Airlines want minimum fares, no one else does

By Anh Minh, Hoang Thuy   September 28, 2021 | 12:30 pm GMT+7
Airlines want minimum fares, no one else does
A Vietnam Airlines aircraft is seen at Noi Bai International Airport in Hanoi, Sept. 9, 2021. Photo by VnExpress/Ngoc Thanh
While economists fear having lower limits for airfares will distort competition, some airlines worry safety is at stake.

If fares do not make up even the fuel costs of a flight, aviation safety would be affected, Dang Ngoc Hoa, chairman of Vietnam Airlines, said at a meeting held on Monday to get feedback from economists on proposed minimum fares.

The Civil Aviation Administration of Vietnam (CAAV) has proposed minimum fares of VND320,000-VND750,000 ($14.06 - $32.95) for domestic flights between November 1 and October 31 next year to help airlines overcome the difficulties caused by the Covid-19 pandemic.
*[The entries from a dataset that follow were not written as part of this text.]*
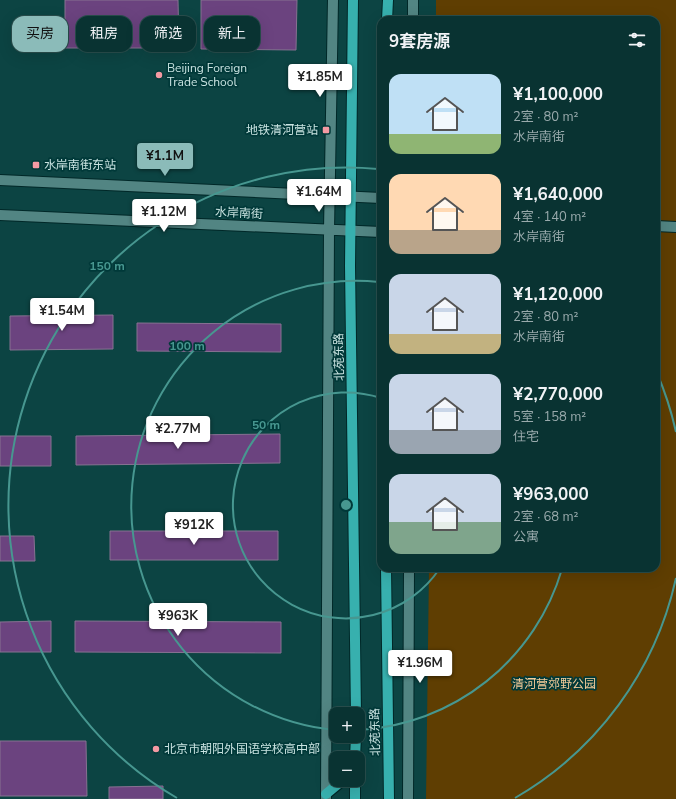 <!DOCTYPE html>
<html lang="zh">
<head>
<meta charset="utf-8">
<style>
	:root { --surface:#093332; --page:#123b3a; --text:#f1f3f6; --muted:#99aaac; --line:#294e4d; --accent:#8bbbb9 }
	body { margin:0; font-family:"Nunito Sans","Noto Sans SC",sans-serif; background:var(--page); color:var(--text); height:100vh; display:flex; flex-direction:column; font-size:15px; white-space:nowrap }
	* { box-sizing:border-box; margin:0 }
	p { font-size:13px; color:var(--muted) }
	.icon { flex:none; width:22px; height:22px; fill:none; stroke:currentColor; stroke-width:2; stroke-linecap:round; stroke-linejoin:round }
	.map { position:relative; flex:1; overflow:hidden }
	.side { position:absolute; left:377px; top:16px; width:283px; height:556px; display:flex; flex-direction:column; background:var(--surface); border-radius:12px; box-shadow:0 4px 16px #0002,0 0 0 1px var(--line) }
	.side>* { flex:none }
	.hud { position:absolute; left:12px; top:16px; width:305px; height:36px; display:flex; gap:8px }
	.controls { position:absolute; left:329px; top:707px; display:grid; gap:8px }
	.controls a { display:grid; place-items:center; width:36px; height:36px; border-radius:8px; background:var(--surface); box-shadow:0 4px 16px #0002,0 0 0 1px var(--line); font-size:20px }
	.price { position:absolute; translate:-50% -34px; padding:0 9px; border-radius:4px; background:#fff; color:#222; font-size:13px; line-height:26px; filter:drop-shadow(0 1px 2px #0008) }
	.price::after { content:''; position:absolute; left:50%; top:24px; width:12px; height:9px; margin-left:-6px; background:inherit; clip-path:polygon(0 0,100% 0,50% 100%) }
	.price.current { background:var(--accent); color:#111 }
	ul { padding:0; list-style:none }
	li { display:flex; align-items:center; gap:12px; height:100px; padding:0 12px }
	li span { display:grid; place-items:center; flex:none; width:112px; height:80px; border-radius:12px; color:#555 }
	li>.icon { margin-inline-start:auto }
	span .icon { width:48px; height:48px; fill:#fffc; stroke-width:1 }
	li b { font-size:17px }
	h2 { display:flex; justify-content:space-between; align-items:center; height:48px; padding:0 12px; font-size:17px }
	.tag { padding:0 14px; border-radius:12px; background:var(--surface); box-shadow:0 4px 16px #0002,0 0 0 1px var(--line); font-size:14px; line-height:36px }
	.tag.current { background:var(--accent); color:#111 }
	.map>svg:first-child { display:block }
	.green { fill:#5f3e02 }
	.building { fill:#6b437f; stroke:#877292 }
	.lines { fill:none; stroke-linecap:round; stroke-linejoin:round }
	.minor-casing { stroke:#002828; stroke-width:12 }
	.major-casing { stroke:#002828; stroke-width:12 }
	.minor { stroke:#528583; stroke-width:10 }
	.major { stroke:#37b0ae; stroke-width:10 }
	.ring { fill:none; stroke:#479790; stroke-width:2 }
	.poi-dot { fill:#f49aa3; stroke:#003939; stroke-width:1.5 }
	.labels { text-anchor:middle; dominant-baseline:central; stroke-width:3.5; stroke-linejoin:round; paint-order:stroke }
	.poi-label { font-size:12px; fill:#c9e3e1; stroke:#003939; text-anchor:start }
	.street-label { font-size:12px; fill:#c9e3e1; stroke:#003939 }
	.park-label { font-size:12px; fill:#f6cd99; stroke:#003939 }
	.centre { fill:#479790; stroke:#003939; stroke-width:2 }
	.ring-label { font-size:12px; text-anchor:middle; font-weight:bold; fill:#479790; stroke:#003939; stroke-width:3.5; stroke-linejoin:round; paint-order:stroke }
</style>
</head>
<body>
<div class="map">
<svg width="676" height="799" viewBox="0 0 676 799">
	<rect width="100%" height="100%" fill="#0c4443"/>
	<path class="green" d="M436,0H676V799H426L429,568H656V20H436Z"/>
	<path class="building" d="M65,0H178L179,48H65Z
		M201,0H297L296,50L201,49Z
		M113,315V349L10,350V316Z
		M137,323L281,324V352L137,351Z
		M280,434V463L76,465V436Z
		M0,436H51V466H0Z
		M110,531H278V560H110Z
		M0,536H34L35,561H0Z
		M51,621V652H0V622Z
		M75,621L281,622V653L75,652Z
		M0,741H86L87,796H0Z
		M163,786V799H109V787Z"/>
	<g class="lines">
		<g class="minor-casing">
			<path id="minor" d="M413,20V0
				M0,180L381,198
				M0,215L381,232
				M656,226L676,227
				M326,799L329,230L333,0
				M408,799L409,568"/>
		</g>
		<g class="major-casing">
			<path id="major" d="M353,0L350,266L356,714
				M387,20L388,0
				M386,568L389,799
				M355,758L356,736
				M326,794L343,780
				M355,799V780"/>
		</g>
		<use href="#minor" class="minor"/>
		<use href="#major" class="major"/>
	</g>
	<g class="ring">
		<path d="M440 568A113 113 0 1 1 381 398"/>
		<path d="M562 569A225 225 0 0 1 360 730M334 730A225 225 0 1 1 379 282"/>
		<path d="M676 578A338 338 0 0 1 515 798M177 798A338 338 0 0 1 378 169M657 373A338 338 0 0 1 676 432"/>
	</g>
	<g class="poi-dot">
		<circle cx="159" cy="75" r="4"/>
		<rect x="322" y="126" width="8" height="8" rx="2"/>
		<rect x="32" y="161" width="8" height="8" rx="2"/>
		<circle cx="156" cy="749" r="4"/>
	</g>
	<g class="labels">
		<g class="poi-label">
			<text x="167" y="68">Beijing Foreign<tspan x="167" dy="14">Trade School</tspan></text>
			<text x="318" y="130" text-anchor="end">地铁清河营站</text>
			<text x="44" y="165">水岸南街东站</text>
			<text x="164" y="749">北京市朝阳外国语学校高中部</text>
		</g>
		<g class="street-label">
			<text transform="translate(239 213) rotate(3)">水岸南街</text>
			<text transform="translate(339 357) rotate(-91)">北苑东路</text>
			<text transform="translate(375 732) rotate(-91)">北苑东路</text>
		</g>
		<g class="park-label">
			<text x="554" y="684">清河营郊野公园</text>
		</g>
	</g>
	<circle cx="346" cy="505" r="6" class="centre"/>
	<g class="ring-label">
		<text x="107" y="270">150 m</text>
		<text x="187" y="350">100 m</text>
		<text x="266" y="429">50 m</text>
	</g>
</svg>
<div class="controls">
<a>+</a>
<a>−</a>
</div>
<b class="price" style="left:320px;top:98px">¥1.85M</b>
<b class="price current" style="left:165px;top:177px">¥1.1M</b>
<b class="price" style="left:319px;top:213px">¥1.64M</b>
<b class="price" style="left:164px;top:233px">¥1.12M</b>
<b class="price" style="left:62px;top:332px">¥1.54M</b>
<b class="price" style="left:178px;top:450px">¥2.77M</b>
<b class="price" style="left:194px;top:546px">¥912K</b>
<b class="price" style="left:178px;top:637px">¥963K</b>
<b class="price" style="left:420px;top:684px">¥1.96M</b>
<div class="hud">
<a class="tag current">买房</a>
<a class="tag">租房</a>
<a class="tag">筛选</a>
<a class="tag">新上</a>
</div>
<section class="side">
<h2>9套房源<svg class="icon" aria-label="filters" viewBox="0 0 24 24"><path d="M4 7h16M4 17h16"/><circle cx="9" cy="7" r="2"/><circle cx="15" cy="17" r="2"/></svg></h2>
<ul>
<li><span style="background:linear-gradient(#bfe0f5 75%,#8fb573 0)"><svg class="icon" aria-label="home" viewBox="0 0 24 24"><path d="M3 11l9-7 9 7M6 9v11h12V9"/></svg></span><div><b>¥1,100,000</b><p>2室 · 80 m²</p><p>水岸南街</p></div></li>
<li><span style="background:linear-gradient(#ffd9b3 70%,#b9a48a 0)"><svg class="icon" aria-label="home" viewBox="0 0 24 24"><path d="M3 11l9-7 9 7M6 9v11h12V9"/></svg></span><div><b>¥1,640,000</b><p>4室 · 140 m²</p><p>水岸南街</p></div></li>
<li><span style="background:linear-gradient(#c9d6e8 75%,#c2b280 0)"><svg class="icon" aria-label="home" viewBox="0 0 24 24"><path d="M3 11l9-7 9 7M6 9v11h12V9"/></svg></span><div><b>¥1,120,000</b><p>2室 · 80 m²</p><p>水岸南街</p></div></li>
<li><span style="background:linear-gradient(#c9d6e8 70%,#9aa5b1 0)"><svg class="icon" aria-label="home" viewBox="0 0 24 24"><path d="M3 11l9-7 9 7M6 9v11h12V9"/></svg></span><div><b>¥2,770,000</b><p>5室 · 158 m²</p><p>住宅</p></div></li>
<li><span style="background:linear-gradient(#c9d6e8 60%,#7fa58c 0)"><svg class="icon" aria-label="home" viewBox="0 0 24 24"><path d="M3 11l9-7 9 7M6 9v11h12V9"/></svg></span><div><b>¥963,000</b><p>2室 · 68 m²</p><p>公寓</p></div></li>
</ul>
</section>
</div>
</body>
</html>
Too low prices would weaken all airlines, Hoa said. Many countries like China and India have floor prices for air tickets, he pointed out.

He said amid the pandemic fares are very low at just 40 percent of those in 2018-19, and 250 airplanes are parked in airports, some of which are running out of parking space.

But despite the low fares, airlines have to keep operating to maintain parking space, minimum cash flows and planes, he said.

During the first Covid outbreak in March 2020, there were three flights a day in total, while during the fourth wave starting in April 2021, especially July-August, "there were no flights", he said.

All carriers have been hit and most airlines are facing losses, he said.

Vietnam Airlines made a loss of VND7 trillion ($301.7 million) in the first half of the year, while private airlines reported losses of a trillion dong, he added.

But despite his impassioned argument, economists at the meeting said minimum fares are not acceptable.

Can Van Luc, chief economist of BIDV, said floor prices could cause confusion and be unfair to both state-owned and private enterprises, and even violate the Law on Prices and the Law on Enterprises.

Nguyen Sy Dung, former deputy head of the Office of the National Assembly, said: "it is unfair to impose a floor price on air tickets".

If minimum fares are applied, a three-star airline must sell at the same price as a five-star airline, and no customer would spend money to travel in the former, he pointed out.

"We might kill an airline through price policy. It's unacceptable".

In a recent communication to the Ministry of Transport, three airlines agreed to apply floor prices airfares while two others disagreed.

The Department of Transport admitted that since costs and services are not comparable, it would be difficult to determine common minimum fares applicable to all airlines.

In the first seven months of this year Vietnamese carriers carried 13.7 million passengers, down 57.7 percent from the same period in 2019.